A family in need of a fresh start

The Wittenbergs. By Sarah Klassen. Turnstone Press, 2013. Reviewed by Margaret Loewen Reimer Special to Canadian Mennonite

August 28, 2014 | Artbeat
Margaret Loewen Reimer | Special to Canadian Mennonite

“The only safe place is inside the story,” reads an epigraph to this first novel by Sarah Klassen of Winnipeg. This story moves through a momentous year in the life of the Wittenberg family, and it unfolds within the larger narratives of family history and coming of age in 21st-century Canada.

The Wittenbergs are going through troubled times: Mother Millicent’s “tendency towards joylessness” has developed into serious depression, tempting father Joseph to stray from his marriage vows; daughter Alice struggles to cope with two sons who have a genetic disorder; and grandmother Marie is growing infirm. Younger daughter Mia, in her last year of high school, finds inspiration and solace in her grandmother’s stories of her Mennonite family in Ukraine and their immigration to Canada.

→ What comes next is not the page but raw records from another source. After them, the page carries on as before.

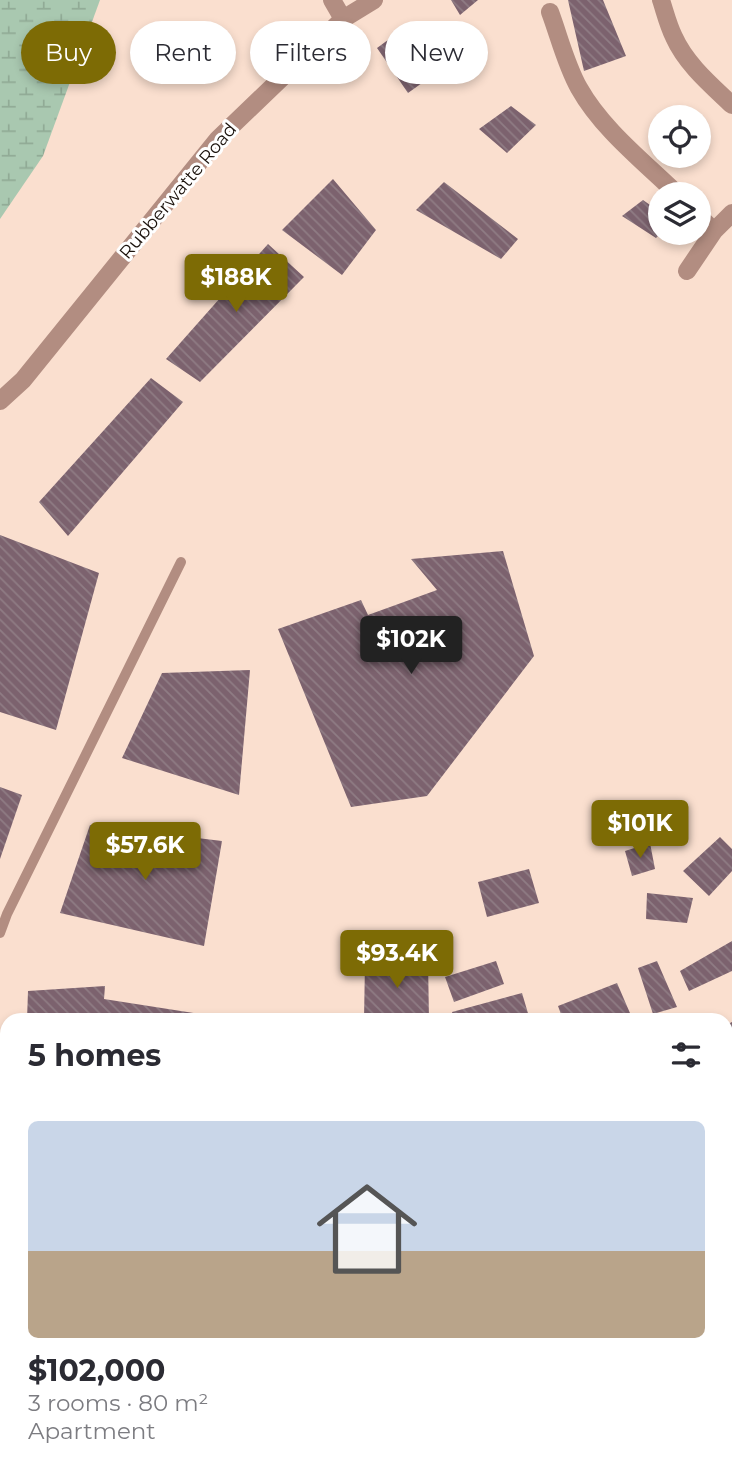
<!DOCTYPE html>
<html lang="en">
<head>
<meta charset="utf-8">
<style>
  :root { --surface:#fff; --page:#f2f2f3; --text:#2b2b33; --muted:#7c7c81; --accent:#7d6b05 }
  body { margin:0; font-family:Montserrat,sans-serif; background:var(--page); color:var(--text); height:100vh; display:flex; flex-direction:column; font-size:26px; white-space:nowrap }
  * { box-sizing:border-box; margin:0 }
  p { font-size:23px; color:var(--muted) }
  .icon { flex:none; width:38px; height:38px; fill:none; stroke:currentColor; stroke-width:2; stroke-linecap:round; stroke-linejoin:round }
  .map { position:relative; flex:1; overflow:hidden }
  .sheet { position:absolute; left:0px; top:1013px; width:733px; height:471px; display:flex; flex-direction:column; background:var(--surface); border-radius:21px 21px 0 0; box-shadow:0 4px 10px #0003 }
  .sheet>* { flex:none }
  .hud { position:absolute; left:21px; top:21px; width:691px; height:63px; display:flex; gap:14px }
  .tools { position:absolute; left:648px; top:105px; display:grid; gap:14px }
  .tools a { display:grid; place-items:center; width:63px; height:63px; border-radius:50%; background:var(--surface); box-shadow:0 4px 10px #0003; font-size:35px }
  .price { position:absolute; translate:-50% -60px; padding:0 16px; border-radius:7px; background:var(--accent); color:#fff; font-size:23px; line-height:46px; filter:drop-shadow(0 2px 4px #0008) }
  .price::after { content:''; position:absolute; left:50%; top:42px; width:21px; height:16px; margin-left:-10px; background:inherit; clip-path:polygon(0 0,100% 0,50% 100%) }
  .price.on { background:#222; color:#fff }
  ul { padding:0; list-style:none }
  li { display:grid; align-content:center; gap:14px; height:371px; padding:0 28px }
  li span { display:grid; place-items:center; height:217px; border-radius:10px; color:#555 }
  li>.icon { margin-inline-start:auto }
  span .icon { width:126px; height:126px; fill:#fffc; stroke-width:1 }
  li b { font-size:30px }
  h2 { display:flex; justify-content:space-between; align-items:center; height:84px; padding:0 28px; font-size:30px }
  .chip { padding:0 24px; border-radius:32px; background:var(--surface); box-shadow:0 4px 10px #0003; font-size:24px; line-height:63px }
  .chip.on { background:var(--accent); color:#fff }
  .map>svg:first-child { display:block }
  .wetland { fill:url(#wetland-marsh) }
  .building { fill:url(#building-back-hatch) }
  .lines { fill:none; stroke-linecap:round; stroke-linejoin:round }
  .lane { stroke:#b28d81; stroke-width:10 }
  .street { stroke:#b28d81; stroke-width:18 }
  .secondary { stroke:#966151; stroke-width:18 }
  .labels { text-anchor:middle; stroke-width:6; stroke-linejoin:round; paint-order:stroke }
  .street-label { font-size:18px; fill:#1a110b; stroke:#fff }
</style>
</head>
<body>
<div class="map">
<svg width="732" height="1483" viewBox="0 0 732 1483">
  <defs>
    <pattern id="wetland-marsh" width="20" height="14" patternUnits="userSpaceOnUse" patternTransform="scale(1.75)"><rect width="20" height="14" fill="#a9c8b0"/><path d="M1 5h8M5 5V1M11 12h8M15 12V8" fill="none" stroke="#91ab96"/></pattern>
    <pattern id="building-back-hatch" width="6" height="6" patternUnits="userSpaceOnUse" patternTransform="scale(1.75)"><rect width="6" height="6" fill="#7c626e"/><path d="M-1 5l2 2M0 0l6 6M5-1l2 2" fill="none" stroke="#8f7c84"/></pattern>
  </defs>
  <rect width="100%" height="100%" fill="#fadfcf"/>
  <path class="wetland" d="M0 0H100L43 156 0 219Z"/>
  <path class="building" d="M451 0H478L460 15Z
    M568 0H603L626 56 584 71Z
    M407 26 443 68 408 93 377 48Z
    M511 106 536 125 507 153 479 129Z
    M333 179 376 230 342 275 282 230Z
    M444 182 518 239 501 259 416 210Z
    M643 200 660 212V234L656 238 622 216Z
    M268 244 304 277 200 382 166 359Z
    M151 378 183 402 68 536 39 502Z
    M0 535 99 573 56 730 0 712Z
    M503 551 534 656 427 796 351 807 278 629 361 600 368 615 437 590 411 559Z
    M250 670 239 795 122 758 162 673Z
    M0 787 22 795 0 859Z
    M90 825 222 841 204 946 60 913Z
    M720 837 732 849V871L709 896 683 871Z
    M650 843 655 869 632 876 625 851Z
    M529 869 539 903 487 917 478 882Z
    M647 893 693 898 687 923 646 919Z
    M732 941V971L689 991 680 971Z
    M428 959 429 1020H364L365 962Z
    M496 961 504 984 454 1002 445 977Z
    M657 961 677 1007 653 1014 638 968Z
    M617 983 633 1020H563L558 1006Z
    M105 986 104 999 200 1014V1020H27L28 991Z
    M522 993 530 1020H454L452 1012Z
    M732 1022V1078L726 1081V1025Z
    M732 1115V1141L729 1142 726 1117Z
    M732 1395V1418L726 1420V1397Z
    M219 1477H306L305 1483H219Z
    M347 1477H532V1483H408L347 1479Z"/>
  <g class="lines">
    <path class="lane" d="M0 933 7 914 181 562
      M0 1326 5 1414
      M185 1477 186 1483"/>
    <path class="street" d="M332 0 343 19
      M661 0C665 12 668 25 674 37 686 64 711 85 732 105
      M550 12C559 36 566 65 579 88 602 129 643 161 677 194
      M698 215 714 231
      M687 271 714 231 732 213
      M0 401 23 380 218 139 343 19 374 0
      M726 1159 732 1174
      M601 1483 604 1477"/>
    <path class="secondary" d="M726 1098 732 1096
      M0 1181H7"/>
  </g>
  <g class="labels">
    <g class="street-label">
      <text transform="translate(178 191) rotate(-50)" y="6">Rubberwatte Road</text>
    </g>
  </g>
</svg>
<div class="tools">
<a><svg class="icon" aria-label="locate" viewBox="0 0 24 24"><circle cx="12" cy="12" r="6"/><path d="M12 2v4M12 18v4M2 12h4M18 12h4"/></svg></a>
<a><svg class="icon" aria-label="layers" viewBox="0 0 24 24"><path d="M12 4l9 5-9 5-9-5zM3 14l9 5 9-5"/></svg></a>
</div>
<b class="price" style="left:236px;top:314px">$188K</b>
<b class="price on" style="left:411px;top:676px">$102K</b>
<b class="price" style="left:640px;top:860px">$101K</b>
<b class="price" style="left:145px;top:882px">$57.6K</b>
<b class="price" style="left:397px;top:990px">$93.4K</b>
<div class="hud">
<a class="chip on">Buy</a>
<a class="chip">Rent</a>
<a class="chip">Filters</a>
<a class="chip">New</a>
</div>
<section class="sheet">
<h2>5 homes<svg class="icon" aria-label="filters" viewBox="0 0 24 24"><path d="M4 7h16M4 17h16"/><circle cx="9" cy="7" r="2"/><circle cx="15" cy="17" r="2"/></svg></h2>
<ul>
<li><span style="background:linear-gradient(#c9d6e8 60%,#b9a48a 0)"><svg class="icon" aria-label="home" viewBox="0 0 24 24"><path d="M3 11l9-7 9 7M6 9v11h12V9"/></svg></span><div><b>$102,000</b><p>3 rooms · 80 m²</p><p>Apartment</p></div></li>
</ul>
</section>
</div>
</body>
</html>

Mia is the rock in the family, holding “past and present in her steady gaze,” in the words of one critic. She brings to mind another memorable teen, Nomi Nickel, from Miriam Toews’s A Complicated Kindness.

The family name, of course, evokes another troubled time and place: it was in Wittenberg that Martin Luther nailed his 95 complaints to the church door and launched the Reformation. This Winnipeg family, too, is in need of a fresh start, a new synthesis between its Mennonite past, untended relationships and contemporary urban life.

One of the delights of this book is its specific setting in North Kildonan, the home of many Winnipeg Mennonites. GranMarie lives on Edison Ave., while Mia jogs along Kildonan Drive, attends graduation at the Fort Garry Hotel and shops at Polo Park Mall.

Another treat is the interplay between literature and life—or between different stories. Mia’s high-school life intersects with the tumultuous past of her grandmother, both framed by the novels of Jane Austen. The presence of Chekhov hovers over events, and there is even a “cool” comparison between God and Pygmalion. Klassen weaves in the Mennonite material without allowing it to become pedantic or overwhelming. It seems to Mia that her ancestors “lived always close to death.”

We see Mennonites also through Millicent’s “English” eyes. She can’t identify with their “narratives of escape and loss,” but neither can she seem to find her own story; she observes that Mennonites like to travel, especially to poverty-stricken places where they can donate their skills and money, and “come home feeling satisfied with themselves.” Ironically, Millicent finds a salvation of sorts by working at a thrift shop, to which she gives many of her possessions, and by caring for her needy grandsons.

Hedie, one of Mia’s teachers, has her own story of immigration and tragedy.

A dramatic trip to the past proves to be a turning point for the Wittenbergs, leading to “rebirth” and a new ability to face the future. While some reconciliations seem a little too rosy, there are no easy answers and the ending is muted.

I had a few quibbles with this book. Mia’s versions of her grandmother’s stories, done as a creative writing project for school, seem a little too precocious for a teenager, good student though she is. And I found it unlikely that she would support her friend’s drug habit and forfeit a significant school trip without her parents’ intervention. I thought grandmother and son both entered extra-marital relationships rather too easily for church-going Mennonites. Stylistically, Klassen chose to forego quotation marks (except for GranMarie’s stories), which I find “flattens” the text a bit, both visually and cognitively.

Overall, though, I found Klassen’s first novel an impressive venture in blending worlds and stories. I look forward to reading more.

Margaret Loewen Reimer is the former managing editor of Canadian Mennonite.